**Problem to solve:** From the records below, count the lines containing the word "Accus" and give only that number.

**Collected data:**
☆ ☆ ☆ ☆ ☆

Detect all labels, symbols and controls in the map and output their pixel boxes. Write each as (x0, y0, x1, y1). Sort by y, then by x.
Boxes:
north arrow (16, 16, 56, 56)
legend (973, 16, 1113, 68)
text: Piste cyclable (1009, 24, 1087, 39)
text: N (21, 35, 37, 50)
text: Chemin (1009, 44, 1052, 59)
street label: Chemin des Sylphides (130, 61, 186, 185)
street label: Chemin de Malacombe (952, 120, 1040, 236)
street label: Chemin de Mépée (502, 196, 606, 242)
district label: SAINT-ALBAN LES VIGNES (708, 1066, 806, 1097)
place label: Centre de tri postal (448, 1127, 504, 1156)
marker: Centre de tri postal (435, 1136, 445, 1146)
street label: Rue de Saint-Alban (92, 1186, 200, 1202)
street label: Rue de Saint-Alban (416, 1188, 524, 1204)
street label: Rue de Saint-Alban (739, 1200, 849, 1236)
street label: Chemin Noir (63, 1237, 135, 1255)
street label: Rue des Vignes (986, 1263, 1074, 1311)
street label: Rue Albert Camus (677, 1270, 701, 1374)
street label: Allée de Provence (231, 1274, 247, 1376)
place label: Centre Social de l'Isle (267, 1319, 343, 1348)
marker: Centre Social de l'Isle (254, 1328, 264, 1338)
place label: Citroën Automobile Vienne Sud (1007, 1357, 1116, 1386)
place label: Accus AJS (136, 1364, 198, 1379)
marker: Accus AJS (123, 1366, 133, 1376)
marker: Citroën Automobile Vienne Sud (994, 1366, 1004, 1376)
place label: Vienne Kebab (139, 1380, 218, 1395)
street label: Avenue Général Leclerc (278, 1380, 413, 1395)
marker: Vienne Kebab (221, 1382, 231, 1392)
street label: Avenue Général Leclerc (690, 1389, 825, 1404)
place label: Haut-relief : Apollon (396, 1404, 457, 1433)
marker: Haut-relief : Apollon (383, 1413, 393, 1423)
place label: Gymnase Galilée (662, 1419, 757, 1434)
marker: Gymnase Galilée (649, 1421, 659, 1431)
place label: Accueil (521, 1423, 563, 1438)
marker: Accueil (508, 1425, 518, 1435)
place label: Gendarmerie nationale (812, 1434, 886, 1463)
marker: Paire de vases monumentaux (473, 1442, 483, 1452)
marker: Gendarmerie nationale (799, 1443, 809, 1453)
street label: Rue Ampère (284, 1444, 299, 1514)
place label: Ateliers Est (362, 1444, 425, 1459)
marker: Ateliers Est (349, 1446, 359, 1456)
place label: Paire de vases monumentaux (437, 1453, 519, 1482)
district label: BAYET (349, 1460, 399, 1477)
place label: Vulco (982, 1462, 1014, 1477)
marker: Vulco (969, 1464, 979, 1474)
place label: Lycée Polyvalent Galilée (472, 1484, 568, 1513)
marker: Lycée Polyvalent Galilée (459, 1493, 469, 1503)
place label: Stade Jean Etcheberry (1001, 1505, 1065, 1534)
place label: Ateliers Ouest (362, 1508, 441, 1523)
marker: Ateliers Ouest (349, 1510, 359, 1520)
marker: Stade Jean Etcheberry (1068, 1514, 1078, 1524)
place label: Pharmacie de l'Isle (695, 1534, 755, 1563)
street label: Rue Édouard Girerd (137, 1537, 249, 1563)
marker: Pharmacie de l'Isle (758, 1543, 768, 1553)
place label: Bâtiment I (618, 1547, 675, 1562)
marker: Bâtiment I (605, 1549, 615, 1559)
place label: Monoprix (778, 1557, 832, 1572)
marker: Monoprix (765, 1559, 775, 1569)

☆ ☆ ☆ ☆ ☆

**Solution to the exercise:** 2